No matter how fragile you think you are, it is your illution. The illution of fragility itself. You get hurt and then you feel it is the end of everything. You stay in this state for a while and then aain with time you live as usual. You might learn to think, act little differently but, you stay the same person. You start believing in yourself again and you fell fulfilled. You forget that once you thought you were broken, you forget to believe in fraglity.
Then again another turn comes and you break and you feel again the state of fragility and then you repeat the same process. Actually the thought that you feel everything is fragile is unbreakable. If you see closely enough you will realize that it is the unbreakable cycle of life. We repeat the same things to experience the same things to beieve that we are still alive. We have no idea how far this cycle goes, is it only for this ife or does it continue after life as well?
Every spring the new leafs come and in every fall the leafs fall apart. The life of the plant stand still. Same way I see the dandelions. Even if those are cleaned up every month while cleaning the grasses near the streets, it grows back again. And if it gets enough time it dies and we actually like those dead fragile dandelions. Even if it can be blown away by a little wind, that is not the end of their story either. Next spring you see more.

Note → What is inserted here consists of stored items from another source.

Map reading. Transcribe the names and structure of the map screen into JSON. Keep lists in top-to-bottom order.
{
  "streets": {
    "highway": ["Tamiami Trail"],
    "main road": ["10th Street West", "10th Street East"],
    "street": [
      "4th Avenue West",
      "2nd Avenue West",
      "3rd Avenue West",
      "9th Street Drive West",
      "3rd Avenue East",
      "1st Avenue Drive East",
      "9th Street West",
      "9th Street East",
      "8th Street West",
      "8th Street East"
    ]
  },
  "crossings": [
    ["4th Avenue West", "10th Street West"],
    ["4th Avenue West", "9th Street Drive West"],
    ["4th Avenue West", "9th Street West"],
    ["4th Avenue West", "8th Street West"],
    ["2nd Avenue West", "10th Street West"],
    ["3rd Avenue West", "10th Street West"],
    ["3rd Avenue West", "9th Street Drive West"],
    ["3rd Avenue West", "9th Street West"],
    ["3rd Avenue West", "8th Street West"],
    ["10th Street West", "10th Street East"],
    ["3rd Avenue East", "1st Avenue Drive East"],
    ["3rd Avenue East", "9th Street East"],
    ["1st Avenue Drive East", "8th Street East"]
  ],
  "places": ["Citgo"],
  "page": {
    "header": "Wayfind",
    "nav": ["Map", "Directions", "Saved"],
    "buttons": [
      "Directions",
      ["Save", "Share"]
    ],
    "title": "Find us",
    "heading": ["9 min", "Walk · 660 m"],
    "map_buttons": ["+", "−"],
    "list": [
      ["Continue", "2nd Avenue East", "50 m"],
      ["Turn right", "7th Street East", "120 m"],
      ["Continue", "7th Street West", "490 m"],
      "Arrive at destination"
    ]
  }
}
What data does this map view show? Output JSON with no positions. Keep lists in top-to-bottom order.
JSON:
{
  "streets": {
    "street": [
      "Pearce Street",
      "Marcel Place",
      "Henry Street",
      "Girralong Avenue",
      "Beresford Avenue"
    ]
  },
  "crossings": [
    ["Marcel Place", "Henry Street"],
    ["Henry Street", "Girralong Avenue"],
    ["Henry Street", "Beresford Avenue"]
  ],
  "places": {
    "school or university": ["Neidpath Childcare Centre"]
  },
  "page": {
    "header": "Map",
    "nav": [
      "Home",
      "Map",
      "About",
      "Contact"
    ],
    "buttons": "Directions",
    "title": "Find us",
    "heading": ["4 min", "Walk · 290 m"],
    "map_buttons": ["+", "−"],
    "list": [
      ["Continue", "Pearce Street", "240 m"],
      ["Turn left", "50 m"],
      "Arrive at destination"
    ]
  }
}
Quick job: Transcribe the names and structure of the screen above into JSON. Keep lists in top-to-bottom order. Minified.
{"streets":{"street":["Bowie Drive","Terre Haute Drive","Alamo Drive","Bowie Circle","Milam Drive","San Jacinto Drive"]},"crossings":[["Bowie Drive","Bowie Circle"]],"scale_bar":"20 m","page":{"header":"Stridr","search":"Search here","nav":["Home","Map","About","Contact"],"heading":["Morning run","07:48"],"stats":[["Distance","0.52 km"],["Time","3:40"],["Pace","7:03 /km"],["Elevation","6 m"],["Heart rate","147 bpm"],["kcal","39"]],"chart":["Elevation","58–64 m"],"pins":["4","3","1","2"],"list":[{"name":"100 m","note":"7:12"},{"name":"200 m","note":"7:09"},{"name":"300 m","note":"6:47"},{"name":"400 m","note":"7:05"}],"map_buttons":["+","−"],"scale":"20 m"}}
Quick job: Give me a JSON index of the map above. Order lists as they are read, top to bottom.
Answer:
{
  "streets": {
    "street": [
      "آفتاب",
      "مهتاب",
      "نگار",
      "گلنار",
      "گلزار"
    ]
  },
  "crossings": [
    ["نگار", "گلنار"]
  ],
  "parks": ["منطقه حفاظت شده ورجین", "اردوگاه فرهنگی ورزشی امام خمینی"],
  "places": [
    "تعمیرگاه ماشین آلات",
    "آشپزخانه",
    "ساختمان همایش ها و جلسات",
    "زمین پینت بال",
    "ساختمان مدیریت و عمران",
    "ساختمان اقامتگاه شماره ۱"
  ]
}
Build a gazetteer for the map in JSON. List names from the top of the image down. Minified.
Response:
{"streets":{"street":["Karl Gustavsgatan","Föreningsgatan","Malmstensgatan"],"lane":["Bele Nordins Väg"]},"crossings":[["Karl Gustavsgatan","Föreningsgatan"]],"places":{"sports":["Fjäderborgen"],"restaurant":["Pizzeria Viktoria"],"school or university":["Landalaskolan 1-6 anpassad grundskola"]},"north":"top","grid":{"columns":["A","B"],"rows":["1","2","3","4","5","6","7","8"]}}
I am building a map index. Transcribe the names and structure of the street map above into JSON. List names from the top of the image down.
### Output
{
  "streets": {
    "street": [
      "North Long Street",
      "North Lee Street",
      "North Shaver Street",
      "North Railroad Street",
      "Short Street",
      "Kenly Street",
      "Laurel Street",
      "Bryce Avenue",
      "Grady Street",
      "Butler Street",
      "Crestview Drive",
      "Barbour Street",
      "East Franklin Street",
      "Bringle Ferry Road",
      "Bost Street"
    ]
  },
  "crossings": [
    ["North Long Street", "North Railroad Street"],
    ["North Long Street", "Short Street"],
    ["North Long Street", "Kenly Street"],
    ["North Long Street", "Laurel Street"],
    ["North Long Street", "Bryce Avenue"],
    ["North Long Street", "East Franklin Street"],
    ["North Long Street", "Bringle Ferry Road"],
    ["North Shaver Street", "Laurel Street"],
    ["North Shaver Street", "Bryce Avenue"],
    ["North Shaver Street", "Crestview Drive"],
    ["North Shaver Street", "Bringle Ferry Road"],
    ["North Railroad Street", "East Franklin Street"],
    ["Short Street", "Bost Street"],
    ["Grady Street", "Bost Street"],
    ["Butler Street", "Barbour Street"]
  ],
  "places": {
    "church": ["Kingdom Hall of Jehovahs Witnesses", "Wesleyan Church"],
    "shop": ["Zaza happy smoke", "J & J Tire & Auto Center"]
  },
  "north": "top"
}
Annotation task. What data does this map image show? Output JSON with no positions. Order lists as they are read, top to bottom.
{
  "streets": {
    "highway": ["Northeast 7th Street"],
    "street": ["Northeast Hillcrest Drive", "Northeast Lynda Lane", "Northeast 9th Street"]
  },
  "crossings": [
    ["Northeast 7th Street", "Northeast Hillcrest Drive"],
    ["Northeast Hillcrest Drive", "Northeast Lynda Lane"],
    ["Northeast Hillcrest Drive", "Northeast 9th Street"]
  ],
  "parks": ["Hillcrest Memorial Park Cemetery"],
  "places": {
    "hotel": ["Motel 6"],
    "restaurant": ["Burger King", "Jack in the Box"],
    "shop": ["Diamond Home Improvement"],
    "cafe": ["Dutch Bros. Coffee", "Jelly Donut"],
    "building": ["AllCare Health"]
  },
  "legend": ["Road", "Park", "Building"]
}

This way whereever you look, you see how fragile everything or everyone is. That is the eternal way of living and it is unbreakable. In fact even if you try hard to break and believe that you did, you will end up again at the edge of the cycle again. You actually break down in every scenario to stand up again. This is how it is impossible to break the cycle and believe it or not we are the prisoners of this cycle but, we can feel free within the same prison if we live the life without looking at the prison barrier.